Audience publique du 17 juin 2020

Cassation partielle

M. RÉMERY, conseiller doyen
faisant fonction de président

Arrêt n° 271 F-D

Pourvoi n° M 18-18.321

R É P U B L I Q U E F R A N Ç A I S E

_________________________

AU NOM DU PEUPLE FRANÇAIS
_________________________

ARRÊT DE LA COUR DE CASSATION, CHAMBRE COMMERCIALE, FINANCIÈRE ET ÉCONOMIQUE, DU 17 JUIN 2020

M. Y... I..., domicilié [...] , a formé le pourvoi n° M 18-18.321 contre l'arrêt rendu le 12 avril 2018 par la cour d'appel de Paris (pôle 5, chambre 9), dans le litige l'opposant :

1°/ à M. P... J..., domicilié [...] ,

2°/ à la société [...], société d'exercice libéral à responsabilité limitée, dont le siège est [...] , prise en la personne de Mme Q... S..., ès qualités de liquidateur judiciaire de la société SN Recup Nord,

défendeurs à la cassation.

Le demandeur invoque, à l'appui de son pourvoi, les trois moyens de cassation annexés au présent arrêt.

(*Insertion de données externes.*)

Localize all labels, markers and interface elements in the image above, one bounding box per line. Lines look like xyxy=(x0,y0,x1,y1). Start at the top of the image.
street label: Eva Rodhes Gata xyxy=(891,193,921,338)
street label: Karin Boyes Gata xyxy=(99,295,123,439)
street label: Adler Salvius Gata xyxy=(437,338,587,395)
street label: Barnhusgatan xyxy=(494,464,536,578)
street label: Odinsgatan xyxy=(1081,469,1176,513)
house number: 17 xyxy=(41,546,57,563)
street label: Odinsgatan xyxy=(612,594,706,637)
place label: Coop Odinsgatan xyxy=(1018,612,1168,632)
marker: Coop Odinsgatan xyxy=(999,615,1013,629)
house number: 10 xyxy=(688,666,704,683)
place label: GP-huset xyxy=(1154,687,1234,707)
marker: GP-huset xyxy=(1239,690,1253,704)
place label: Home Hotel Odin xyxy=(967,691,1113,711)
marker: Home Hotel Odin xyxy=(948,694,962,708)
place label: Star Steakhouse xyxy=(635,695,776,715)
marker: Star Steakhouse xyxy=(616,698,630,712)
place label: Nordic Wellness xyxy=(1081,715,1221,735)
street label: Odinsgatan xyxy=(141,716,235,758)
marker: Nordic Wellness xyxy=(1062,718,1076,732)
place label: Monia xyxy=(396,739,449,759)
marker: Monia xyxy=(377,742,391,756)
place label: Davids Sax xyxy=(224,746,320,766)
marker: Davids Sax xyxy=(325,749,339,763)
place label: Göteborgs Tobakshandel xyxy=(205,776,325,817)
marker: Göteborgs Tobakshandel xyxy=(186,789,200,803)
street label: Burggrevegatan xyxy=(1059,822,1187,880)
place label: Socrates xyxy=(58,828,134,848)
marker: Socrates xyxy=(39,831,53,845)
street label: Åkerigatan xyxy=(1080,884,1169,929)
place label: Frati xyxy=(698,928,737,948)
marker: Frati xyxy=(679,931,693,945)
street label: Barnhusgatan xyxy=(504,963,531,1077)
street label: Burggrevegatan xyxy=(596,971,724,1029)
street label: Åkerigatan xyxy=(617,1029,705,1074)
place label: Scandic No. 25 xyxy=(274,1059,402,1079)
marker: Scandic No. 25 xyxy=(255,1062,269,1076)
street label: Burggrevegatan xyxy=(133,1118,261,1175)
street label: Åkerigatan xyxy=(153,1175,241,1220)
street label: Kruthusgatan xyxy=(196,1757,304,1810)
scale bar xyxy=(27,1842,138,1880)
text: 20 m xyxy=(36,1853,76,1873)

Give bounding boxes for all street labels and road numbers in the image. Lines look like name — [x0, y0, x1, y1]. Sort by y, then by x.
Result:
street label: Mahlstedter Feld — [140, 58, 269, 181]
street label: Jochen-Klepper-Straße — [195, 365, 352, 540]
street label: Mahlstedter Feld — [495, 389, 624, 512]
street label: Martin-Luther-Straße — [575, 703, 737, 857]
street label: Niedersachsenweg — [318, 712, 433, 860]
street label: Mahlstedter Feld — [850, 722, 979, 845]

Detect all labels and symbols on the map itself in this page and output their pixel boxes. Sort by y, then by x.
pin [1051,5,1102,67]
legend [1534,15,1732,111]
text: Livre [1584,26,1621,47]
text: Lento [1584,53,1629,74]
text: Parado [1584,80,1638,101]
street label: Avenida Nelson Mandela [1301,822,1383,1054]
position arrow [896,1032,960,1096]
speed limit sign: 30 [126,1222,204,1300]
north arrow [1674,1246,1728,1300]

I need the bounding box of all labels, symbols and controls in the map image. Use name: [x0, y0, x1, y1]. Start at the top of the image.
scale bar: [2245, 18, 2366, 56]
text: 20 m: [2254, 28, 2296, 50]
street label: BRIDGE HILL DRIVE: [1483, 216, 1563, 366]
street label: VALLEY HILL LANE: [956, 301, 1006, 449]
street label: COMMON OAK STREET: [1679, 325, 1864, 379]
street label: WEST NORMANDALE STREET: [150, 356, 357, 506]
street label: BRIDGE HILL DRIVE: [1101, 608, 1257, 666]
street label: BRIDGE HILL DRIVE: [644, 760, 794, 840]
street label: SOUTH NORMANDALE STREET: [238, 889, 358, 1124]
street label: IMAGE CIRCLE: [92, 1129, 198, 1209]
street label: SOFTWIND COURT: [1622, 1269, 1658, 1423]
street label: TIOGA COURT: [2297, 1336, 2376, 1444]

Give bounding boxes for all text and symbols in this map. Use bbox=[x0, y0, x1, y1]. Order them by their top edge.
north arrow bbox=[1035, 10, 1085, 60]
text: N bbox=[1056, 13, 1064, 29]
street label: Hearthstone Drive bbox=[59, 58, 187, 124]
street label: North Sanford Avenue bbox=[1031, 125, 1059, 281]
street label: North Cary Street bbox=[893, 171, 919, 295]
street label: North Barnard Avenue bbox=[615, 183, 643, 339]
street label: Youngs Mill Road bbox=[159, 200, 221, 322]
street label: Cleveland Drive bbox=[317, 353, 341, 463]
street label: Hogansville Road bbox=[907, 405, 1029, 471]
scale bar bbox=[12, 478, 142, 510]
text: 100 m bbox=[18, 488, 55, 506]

Le dossier a été communiqué au procureur général.

Sur le rapport de Mme Vallansan, conseiller, les observations de la SCP Baraduc, Duhamel et Rameix, avocat de M. I..., de la SCP Alain Bénabent, avocat de M. J..., de la SCP Rousseau et Tapie, avocat de la société [...], ès qualités, après débats en l'audience publique du 25 février 2020 où étaient présents M. Rémery, conseiller doyen faisant fonction de président, Mme Vallansan, conseiller rapporteur, Mme Vaissette, conseiller, et Mme Berthomier, greffier de chambre,

la chambre commerciale, financière et économique de la Cour de cassation, composée des président et conseillers précités, après en avoir délibéré conformément à la loi, a rendu le présent arrêt.

Faits et procédure

1. Selon l'arrêt attaqué (Paris, 12 avril 2018), la société SN Recup Nord a été mise en redressement puis liquidation judiciaires les 20 janvier et 4 février 2014. La société [...], désignée liquidateur, a assigné en responsabilité pour insuffisance d'actif et en prononcé d'une mesure de faillite personnelle MM. J... et I..., cogérants de la société, ce dernier ayant démissionné de ses fonctions le 2 septembre 2013.

Examen des moyens

Sur le premier moyen

2. En application de l'article 1014, alinéa 2, du code de procédure civile, il n'y a pas lieu de statuer par une décision spécialement motivée sur ce moyen, qui n'est manifestement pas de nature à entraîner à la cassation.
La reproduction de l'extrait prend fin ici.